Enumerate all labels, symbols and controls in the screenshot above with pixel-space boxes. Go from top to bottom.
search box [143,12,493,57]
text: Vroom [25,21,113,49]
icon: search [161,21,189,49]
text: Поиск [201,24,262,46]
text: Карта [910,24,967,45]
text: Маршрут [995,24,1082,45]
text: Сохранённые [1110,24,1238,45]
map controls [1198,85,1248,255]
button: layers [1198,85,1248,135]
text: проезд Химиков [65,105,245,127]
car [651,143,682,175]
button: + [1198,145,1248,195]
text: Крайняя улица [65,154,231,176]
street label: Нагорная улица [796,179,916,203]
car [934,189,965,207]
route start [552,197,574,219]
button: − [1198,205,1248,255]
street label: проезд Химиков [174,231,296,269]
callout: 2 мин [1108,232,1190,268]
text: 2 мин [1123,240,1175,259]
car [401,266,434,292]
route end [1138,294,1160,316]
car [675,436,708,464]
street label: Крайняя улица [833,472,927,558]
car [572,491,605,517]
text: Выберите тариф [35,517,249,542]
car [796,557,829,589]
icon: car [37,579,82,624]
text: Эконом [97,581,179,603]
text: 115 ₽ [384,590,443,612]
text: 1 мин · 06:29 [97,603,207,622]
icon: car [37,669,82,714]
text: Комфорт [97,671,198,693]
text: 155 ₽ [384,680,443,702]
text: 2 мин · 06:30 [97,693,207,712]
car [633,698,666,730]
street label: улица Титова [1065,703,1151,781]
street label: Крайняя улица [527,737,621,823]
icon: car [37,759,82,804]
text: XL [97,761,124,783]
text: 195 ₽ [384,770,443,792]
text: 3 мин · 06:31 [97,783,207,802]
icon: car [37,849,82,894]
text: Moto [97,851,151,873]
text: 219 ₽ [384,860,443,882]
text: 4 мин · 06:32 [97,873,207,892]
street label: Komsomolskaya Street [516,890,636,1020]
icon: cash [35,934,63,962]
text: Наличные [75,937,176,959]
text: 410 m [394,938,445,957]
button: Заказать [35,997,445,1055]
───
EXERCISE: If a line in the records contains "icon", report it.

RESPONSE:
icon: search [161,21,189,49]
icon: car [37,579,82,624]
icon: car [37,669,82,714]
icon: car [37,759,82,804]
icon: car [37,849,82,894]
icon: cash [35,934,63,962]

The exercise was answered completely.